### [Task objective]
Using the records below, filter for lines that contain the string "Complex" and copy them out.

——————————

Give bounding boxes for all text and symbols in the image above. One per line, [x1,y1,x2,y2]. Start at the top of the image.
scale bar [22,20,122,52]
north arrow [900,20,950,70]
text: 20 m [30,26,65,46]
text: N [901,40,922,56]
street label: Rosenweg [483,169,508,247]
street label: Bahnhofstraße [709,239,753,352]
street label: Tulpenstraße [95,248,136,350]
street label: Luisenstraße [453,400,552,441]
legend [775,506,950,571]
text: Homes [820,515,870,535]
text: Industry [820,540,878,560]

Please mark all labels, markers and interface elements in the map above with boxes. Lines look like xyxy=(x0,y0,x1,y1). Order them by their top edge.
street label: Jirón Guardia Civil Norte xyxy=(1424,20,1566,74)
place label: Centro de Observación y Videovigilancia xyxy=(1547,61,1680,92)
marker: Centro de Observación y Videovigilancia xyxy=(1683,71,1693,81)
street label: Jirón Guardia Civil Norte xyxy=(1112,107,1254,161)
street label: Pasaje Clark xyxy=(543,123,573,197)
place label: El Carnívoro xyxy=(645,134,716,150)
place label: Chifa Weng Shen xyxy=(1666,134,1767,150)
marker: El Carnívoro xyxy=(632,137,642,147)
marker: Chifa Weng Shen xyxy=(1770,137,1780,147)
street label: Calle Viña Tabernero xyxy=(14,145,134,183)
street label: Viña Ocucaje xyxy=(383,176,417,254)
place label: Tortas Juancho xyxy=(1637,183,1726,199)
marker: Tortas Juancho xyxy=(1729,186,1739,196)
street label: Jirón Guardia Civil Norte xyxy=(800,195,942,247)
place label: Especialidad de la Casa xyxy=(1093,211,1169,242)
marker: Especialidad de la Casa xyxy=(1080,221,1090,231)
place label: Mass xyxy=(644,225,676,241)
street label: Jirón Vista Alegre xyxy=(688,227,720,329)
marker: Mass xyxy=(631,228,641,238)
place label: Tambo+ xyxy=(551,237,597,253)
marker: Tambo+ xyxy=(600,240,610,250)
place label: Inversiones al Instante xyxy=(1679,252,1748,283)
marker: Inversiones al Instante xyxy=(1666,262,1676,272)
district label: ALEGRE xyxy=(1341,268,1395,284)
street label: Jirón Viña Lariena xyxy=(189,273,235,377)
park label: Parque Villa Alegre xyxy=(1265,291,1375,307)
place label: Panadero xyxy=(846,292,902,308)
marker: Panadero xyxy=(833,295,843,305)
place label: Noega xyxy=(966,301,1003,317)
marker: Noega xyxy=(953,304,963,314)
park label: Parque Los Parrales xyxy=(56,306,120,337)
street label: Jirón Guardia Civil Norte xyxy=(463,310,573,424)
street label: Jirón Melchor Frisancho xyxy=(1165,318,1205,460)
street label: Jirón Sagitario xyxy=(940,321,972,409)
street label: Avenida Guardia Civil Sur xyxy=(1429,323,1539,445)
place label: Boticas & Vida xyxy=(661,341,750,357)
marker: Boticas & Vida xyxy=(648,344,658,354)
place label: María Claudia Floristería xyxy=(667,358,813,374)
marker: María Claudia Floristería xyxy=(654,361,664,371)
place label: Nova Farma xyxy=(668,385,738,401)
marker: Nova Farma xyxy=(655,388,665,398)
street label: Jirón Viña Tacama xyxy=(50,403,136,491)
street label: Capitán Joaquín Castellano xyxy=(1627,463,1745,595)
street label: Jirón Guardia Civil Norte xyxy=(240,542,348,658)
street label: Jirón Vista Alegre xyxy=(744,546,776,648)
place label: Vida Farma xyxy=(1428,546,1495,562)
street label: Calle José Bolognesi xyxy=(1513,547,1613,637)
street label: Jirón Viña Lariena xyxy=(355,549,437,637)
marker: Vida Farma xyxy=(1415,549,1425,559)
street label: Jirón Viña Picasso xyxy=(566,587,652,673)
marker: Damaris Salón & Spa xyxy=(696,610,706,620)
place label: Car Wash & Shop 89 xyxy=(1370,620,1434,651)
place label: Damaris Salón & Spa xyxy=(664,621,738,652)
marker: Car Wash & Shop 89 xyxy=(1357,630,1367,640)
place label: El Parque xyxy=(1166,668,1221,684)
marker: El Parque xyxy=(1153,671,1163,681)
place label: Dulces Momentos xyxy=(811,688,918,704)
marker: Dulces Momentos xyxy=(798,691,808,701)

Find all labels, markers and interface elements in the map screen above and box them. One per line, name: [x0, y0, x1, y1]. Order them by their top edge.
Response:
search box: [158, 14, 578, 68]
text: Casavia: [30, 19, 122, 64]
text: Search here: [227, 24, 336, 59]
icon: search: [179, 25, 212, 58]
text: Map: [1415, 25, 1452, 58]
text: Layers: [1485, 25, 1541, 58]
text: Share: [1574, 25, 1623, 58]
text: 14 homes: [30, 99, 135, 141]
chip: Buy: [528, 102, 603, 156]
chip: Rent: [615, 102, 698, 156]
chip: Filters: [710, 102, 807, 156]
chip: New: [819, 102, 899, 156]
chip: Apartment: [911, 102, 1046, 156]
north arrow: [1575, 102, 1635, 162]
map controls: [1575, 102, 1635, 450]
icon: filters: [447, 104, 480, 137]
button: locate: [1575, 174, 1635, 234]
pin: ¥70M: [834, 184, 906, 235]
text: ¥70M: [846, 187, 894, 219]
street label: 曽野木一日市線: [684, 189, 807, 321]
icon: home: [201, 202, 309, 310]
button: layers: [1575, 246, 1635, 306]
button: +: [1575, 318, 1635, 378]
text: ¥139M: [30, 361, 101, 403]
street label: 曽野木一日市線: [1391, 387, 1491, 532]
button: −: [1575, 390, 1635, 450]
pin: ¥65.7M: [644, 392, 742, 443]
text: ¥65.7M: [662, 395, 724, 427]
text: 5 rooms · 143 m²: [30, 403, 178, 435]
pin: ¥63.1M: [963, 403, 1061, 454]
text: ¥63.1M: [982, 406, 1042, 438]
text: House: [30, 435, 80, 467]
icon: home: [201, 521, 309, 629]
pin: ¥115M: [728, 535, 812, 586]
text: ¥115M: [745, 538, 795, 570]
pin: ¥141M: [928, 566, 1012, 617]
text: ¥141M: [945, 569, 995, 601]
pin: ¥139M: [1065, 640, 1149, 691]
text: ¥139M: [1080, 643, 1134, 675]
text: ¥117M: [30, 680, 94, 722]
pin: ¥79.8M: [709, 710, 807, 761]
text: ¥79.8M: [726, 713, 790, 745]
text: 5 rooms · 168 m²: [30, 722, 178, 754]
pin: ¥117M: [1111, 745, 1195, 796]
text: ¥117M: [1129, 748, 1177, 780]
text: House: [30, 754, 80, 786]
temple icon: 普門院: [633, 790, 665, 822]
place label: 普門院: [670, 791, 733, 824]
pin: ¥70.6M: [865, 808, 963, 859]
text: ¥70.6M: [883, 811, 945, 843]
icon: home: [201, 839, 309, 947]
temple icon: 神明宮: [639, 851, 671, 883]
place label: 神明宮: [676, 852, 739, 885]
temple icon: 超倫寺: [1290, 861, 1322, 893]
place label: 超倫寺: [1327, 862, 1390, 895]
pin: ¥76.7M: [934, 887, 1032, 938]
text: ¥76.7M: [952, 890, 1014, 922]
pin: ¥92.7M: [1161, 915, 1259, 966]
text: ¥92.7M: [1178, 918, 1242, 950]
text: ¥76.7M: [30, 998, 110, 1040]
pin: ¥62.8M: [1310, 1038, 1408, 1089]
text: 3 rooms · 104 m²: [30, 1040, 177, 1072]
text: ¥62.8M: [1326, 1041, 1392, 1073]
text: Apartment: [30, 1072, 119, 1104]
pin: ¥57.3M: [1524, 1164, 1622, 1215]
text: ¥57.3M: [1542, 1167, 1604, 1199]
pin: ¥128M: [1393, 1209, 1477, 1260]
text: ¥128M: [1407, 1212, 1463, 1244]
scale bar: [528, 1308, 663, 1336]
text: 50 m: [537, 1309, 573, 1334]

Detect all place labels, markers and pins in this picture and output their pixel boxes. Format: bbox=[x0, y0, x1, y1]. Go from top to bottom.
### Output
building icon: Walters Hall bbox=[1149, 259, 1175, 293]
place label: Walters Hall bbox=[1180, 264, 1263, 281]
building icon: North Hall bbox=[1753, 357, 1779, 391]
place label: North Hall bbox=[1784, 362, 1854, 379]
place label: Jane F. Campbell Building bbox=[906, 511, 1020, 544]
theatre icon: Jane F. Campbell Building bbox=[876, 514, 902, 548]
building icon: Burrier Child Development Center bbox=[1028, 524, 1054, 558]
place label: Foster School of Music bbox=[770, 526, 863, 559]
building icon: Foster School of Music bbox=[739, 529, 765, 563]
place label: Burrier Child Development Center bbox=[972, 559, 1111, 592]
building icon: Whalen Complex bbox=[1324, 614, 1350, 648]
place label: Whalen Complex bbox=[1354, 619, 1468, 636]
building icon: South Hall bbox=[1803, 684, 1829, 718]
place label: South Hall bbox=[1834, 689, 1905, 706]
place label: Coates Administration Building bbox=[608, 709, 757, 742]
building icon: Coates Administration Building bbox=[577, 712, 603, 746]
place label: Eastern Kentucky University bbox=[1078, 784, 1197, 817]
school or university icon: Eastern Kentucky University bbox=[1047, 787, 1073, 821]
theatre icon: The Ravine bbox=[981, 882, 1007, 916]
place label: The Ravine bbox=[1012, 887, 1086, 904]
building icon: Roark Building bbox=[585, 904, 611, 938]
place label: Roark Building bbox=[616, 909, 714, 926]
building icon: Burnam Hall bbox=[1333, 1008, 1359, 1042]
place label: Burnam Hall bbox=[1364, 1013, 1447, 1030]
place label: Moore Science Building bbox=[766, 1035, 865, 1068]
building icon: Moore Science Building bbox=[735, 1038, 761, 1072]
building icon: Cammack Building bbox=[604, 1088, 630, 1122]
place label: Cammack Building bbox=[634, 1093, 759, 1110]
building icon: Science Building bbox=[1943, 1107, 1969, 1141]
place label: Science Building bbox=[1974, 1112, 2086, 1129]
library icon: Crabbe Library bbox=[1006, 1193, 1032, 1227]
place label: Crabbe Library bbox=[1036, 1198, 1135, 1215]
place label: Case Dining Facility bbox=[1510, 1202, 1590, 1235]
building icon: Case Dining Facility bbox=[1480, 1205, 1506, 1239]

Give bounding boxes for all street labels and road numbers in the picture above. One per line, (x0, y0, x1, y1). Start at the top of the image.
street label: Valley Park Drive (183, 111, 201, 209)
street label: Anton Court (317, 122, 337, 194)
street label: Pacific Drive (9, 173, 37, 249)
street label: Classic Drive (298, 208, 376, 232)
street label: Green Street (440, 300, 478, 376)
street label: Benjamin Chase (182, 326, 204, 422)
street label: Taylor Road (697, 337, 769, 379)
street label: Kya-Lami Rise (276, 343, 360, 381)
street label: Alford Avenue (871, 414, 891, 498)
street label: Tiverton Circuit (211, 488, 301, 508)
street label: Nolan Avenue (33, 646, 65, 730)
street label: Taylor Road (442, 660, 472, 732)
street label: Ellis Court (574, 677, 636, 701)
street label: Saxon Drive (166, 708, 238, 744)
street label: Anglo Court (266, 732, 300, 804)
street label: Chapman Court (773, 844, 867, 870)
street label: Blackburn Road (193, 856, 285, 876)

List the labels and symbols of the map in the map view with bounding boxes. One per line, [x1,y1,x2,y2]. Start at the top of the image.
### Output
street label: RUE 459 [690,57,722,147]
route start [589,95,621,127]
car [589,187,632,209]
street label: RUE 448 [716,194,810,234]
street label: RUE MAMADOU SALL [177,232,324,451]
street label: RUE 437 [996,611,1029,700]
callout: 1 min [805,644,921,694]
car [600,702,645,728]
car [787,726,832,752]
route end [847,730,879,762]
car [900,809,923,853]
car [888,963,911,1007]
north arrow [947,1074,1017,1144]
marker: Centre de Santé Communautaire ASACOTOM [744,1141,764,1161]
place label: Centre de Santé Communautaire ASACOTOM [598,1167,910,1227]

——————————

### [The answer]
building icon: Whalen Complex bbox=[1324, 614, 1350, 648]
place label: Whalen Complex bbox=[1354, 619, 1468, 636]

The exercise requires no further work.